- _SUPPLIED DATA_
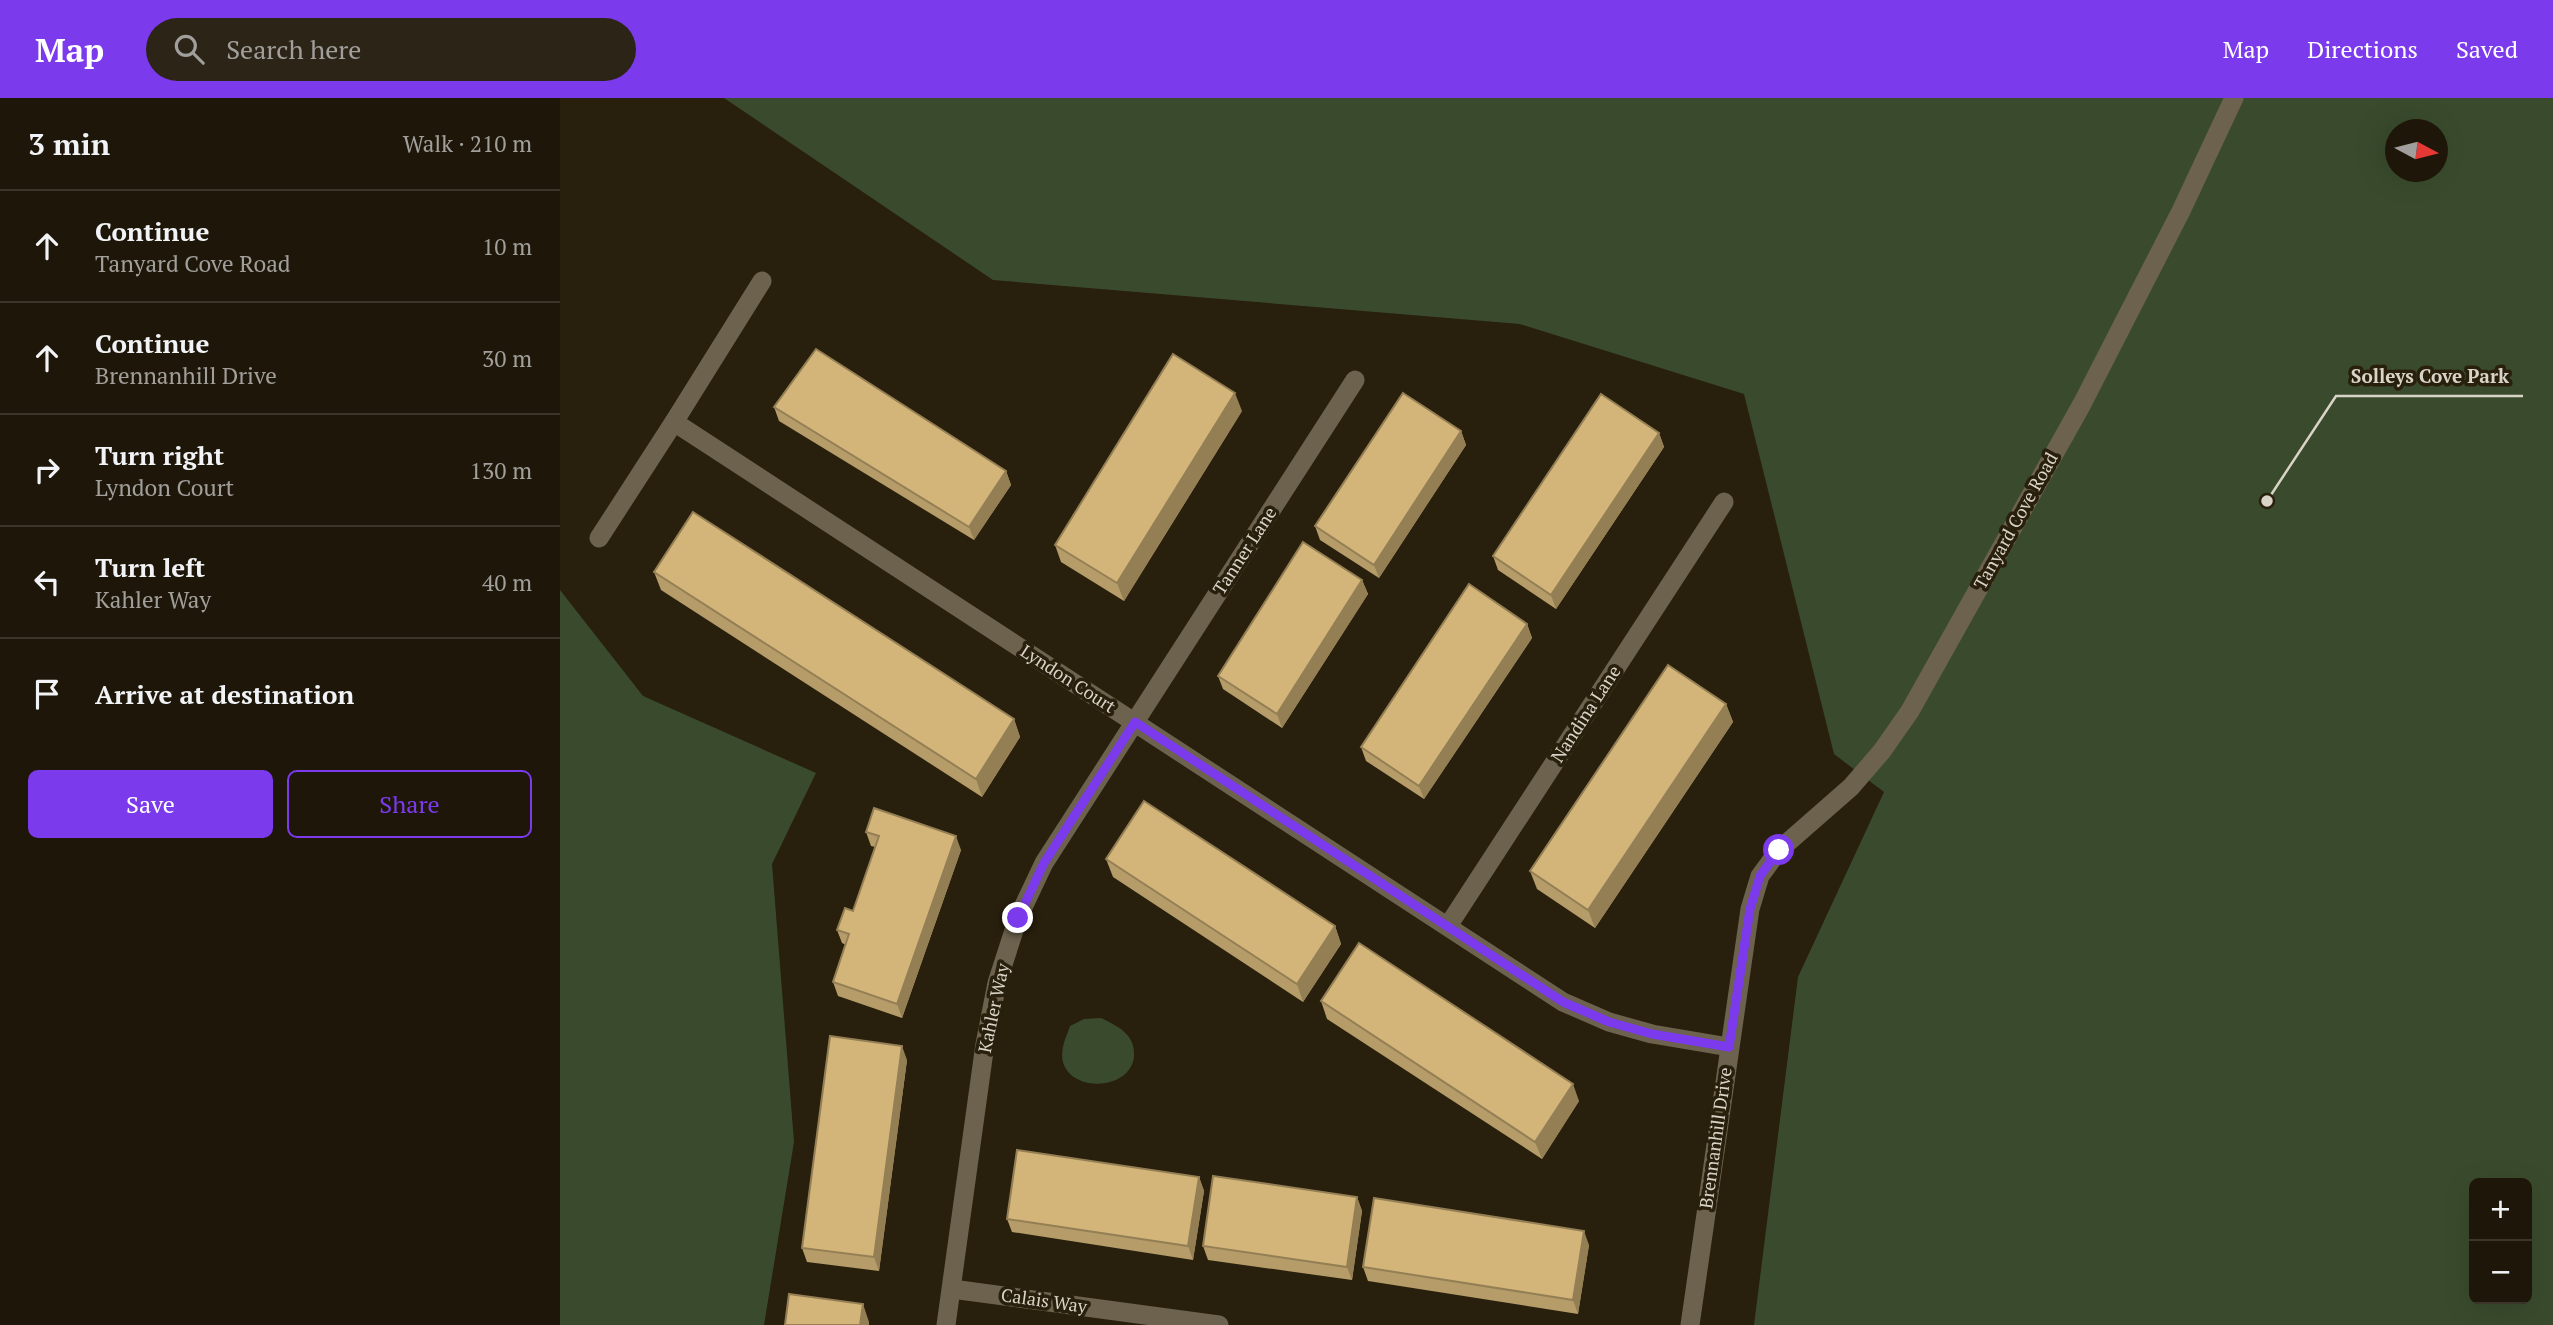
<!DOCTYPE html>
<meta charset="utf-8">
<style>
:root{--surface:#1e1709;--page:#2b2417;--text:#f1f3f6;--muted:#a19f9c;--line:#3c362a;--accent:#7c3aed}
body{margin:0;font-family:"PT Serif",serif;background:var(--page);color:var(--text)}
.controls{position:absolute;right:21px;bottom:21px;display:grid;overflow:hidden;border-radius:10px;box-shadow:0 7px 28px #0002}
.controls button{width:63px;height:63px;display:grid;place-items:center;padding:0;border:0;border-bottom:2px solid var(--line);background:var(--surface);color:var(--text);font:35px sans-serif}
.compass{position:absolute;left:1825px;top:21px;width:63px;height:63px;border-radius:50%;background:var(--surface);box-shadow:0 7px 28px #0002;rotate:97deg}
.stop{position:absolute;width:21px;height:21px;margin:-16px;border:5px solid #7c3aed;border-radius:50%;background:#fff}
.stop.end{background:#7c3aed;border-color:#fff;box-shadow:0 2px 7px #0008}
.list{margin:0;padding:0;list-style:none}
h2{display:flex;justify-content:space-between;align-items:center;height:91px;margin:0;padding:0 28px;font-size:30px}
h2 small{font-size:23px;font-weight:400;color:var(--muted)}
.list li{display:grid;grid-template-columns:46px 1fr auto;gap:21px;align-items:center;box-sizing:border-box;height:112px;padding:0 28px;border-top:2px solid var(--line)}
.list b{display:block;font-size:26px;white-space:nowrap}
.list p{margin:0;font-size:23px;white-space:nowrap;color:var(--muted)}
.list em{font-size:23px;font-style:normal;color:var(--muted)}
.actions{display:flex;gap:14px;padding:21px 28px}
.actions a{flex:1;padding:16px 0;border:2px solid var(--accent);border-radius:10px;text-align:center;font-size:24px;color:var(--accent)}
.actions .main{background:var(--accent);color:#fff}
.icon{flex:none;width:38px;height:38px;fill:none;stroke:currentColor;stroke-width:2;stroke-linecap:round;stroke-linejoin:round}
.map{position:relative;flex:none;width:1993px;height:1227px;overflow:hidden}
header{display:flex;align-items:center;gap:42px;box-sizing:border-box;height:98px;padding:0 35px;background:var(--accent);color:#fff}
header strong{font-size:33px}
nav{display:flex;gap:38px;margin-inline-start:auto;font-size:24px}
.search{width:490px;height:63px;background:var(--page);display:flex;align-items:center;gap:18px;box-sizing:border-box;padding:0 24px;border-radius:38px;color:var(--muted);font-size:26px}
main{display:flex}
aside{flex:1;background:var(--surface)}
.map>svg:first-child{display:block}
.green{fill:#3a4b2d;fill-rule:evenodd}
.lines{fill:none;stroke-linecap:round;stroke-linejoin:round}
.minor{stroke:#6c624d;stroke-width:19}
.wall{fill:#b59c69}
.shaded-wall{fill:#947f55}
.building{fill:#d3b57a;stroke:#947f55;stroke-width:2}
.route{stroke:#7c3aed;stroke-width:9}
.labels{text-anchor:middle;stroke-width:7;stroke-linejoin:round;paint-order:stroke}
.street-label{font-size:18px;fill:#dad4c8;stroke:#281f0c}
.leader{fill:none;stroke:#dad4c8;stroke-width:2.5}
.callout-dot{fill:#dad4c8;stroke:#281f0c;stroke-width:2.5}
.callout-label{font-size:19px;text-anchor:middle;font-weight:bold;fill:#dad4c8;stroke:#281f0c;stroke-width:7;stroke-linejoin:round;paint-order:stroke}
</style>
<header>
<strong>Map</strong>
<div class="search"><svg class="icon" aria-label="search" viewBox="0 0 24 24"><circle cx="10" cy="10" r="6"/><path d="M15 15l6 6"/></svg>Search here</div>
<nav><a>Map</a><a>Directions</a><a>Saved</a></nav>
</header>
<main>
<aside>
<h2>3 min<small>Walk · 210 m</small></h2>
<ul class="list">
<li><svg class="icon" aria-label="ahead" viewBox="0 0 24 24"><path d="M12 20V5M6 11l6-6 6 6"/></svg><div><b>Continue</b><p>Tanyard Cove Road</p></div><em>10 m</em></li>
<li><svg class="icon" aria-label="ahead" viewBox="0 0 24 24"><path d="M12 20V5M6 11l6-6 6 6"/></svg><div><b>Continue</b><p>Brennanhill Drive</p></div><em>30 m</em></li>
<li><svg class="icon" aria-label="right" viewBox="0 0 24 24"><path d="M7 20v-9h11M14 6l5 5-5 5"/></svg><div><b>Turn right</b><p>Lyndon Court</p></div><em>130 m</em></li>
<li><svg class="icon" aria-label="left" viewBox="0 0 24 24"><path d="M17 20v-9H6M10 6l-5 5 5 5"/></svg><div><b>Turn left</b><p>Kahler Way</p></div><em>40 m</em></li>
<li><svg class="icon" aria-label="arrive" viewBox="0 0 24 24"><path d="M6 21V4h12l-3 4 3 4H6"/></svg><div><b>Arrive at destination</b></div></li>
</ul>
<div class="actions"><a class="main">Save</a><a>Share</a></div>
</aside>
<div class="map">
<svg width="1993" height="1227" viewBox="0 0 1993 1227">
<rect width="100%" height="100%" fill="#281f0c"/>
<g class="green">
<path d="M164 0H1993V1227H1194L1238 879 1324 694 1274 656 1184 296 960 226 433 182ZM1836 32H1878V74H1836ZM1914 1085H1967V1201H1914Z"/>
<polygon points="0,492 83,598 256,675 212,766 234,1044 204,1227 0,1227"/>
<path d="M541 920C558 928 576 937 574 959 569 998 493 994 503 949 504 942 508 935 510 928L524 921Z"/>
</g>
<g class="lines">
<g class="minor">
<polyline points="114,324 1003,904 1049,924 1092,936 1169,949"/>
<polyline points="39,440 114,324 202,183"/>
<polyline points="888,828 1164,404"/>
<polyline points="392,1191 659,1227"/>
<polyline points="386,1227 425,946 437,885 458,820 484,765 795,282"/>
<polyline points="1130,1227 1190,811 1200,778 1219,752 1291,689 1322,653 1350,613 1522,306 1621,113 1674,0"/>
</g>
</g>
<g class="wall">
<polygon points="214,309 446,373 451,387 414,442 219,323"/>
<polygon points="682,313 564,503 501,464 495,447"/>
<polygon points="901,333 906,347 819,480 760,442 755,428"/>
<polygon points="1099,335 1104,349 996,511 938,472 933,458"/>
<polygon points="94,474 454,621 460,639 422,699 101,492"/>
<polygon points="802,482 808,496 722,630 663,591 658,578"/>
<polygon points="967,526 972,540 864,701 806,663 801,649"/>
<polygon points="1166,606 1173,624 1035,830 977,791 970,773"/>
<polygon points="306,734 401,752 342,920 278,898 273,884 286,847 282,845 277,832 293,813 315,749 311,748"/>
<polygon points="546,761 775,828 781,846 743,904 553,779"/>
<polygon points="761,903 1019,1003 982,1061 767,921"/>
<polygon points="347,962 319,1173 247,1164 242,1150"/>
<polygon points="639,1079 644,1093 633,1162 452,1134 447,1121"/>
<polygon points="797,1099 802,1113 792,1182 648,1162 643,1148"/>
<polygon points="1029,1147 1018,1216 808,1183 803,1169"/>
</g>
<g class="shaded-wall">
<polygon points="675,295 682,313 564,503 557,485"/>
<polygon points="901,333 906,347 819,480 814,467"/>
<polygon points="1099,335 1104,349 996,511 991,497"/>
<polygon points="446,373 451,387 414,442 409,429"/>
<polygon points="802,482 808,496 722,630 717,616"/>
<polygon points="967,526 972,540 864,701 859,688"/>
<polygon points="1166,606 1173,624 1035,830 1028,812"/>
<polygon points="454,621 460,639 422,699 416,681"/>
<polygon points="396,738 401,752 342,920 337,906"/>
<polygon points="775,828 781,846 743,904 737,886"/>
<polygon points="342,948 347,962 319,1173 314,1159"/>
<polygon points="1013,986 1019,1003 982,1061 975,1044"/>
<polygon points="639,1079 644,1093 633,1162 628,1148"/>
<polygon points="797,1099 802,1113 792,1182 787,1169"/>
<polygon points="1024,1133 1029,1147 1018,1216 1013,1202"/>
<polygon points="303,1206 309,1224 309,1227 300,1227"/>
</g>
<g class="building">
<polygon points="256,251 446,373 409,429 214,309"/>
<polygon points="613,256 675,295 557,485 495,447"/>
<polygon points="843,295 901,333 814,467 755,428"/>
<polygon points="1041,296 1099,335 991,497 933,458"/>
<polygon points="133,414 454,621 416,681 94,474"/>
<polygon points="743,444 802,482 717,616 658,578"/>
<polygon points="909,486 967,526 859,688 801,649"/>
<polygon points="1108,567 1166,606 1028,812 970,773"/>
<polygon points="584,703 775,828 737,886 546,761"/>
<polygon points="314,710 396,738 337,906 273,884 289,836 277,832 285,810 293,813 319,738 306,734"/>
<polygon points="799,845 1013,986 975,1044 761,903"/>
<polygon points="270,938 342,948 314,1159 242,1150"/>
<polygon points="457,1052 639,1079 628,1148 447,1121"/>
<polygon points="653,1078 797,1099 787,1169 643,1148"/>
<polygon points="814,1100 1024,1133 1013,1202 803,1169"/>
<polygon points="229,1196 303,1206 300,1227 225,1227"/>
</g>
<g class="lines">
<polyline class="route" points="458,820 484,765 575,624 1003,904 1049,924 1092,936 1169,949 1190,811 1200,778 1219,752"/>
</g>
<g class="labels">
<g class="street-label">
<text transform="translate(1456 423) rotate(-61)" y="6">Tanyard Cove Road</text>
<text transform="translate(685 453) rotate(-57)" y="6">Tanner Lane</text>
<text transform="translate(508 581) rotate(33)" y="6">Lyndon Court</text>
<text transform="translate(1026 616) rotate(-57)" y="6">Nandina Lane</text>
<text transform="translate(434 910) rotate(-78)" y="6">Kahler Way</text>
<text transform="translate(1156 1040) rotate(-82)" y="6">Brennanhill Drive</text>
<text transform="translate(484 1203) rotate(8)" y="6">Calais Way</text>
</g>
</g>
<path class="leader" d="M1707 403L1776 298H1963"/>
<circle class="callout-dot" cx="1707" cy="403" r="7"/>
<g class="callout-label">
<text x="1870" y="285">Solleys Cove Park</text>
</g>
</svg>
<div class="controls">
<button>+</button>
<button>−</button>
</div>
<svg class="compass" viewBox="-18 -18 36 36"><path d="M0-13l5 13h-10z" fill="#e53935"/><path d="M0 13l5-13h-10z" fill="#a19f9c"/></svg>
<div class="stop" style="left:1219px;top:752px"></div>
<div class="stop end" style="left:458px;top:820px"></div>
</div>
</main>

- _WORK INSTRUCTION_
In the records above, find every line with the word "shadow" and copy it.

- _WORKED SOLUTION_
.controls{position:absolute;right:21px;bottom:21px;display:grid;overflow:hidden;border-radius:10px;box-shadow:0 7px 28px #0002}
.compass{position:absolute;left:1825px;top:21px;width:63px;height:63px;border-radius:50%;background:var(--surface);box-shadow:0 7px 28px #0002;rotate:97deg}
.stop.end{background:#7c3aed;border-color:#fff;box-shadow:0 2px 7px #0008}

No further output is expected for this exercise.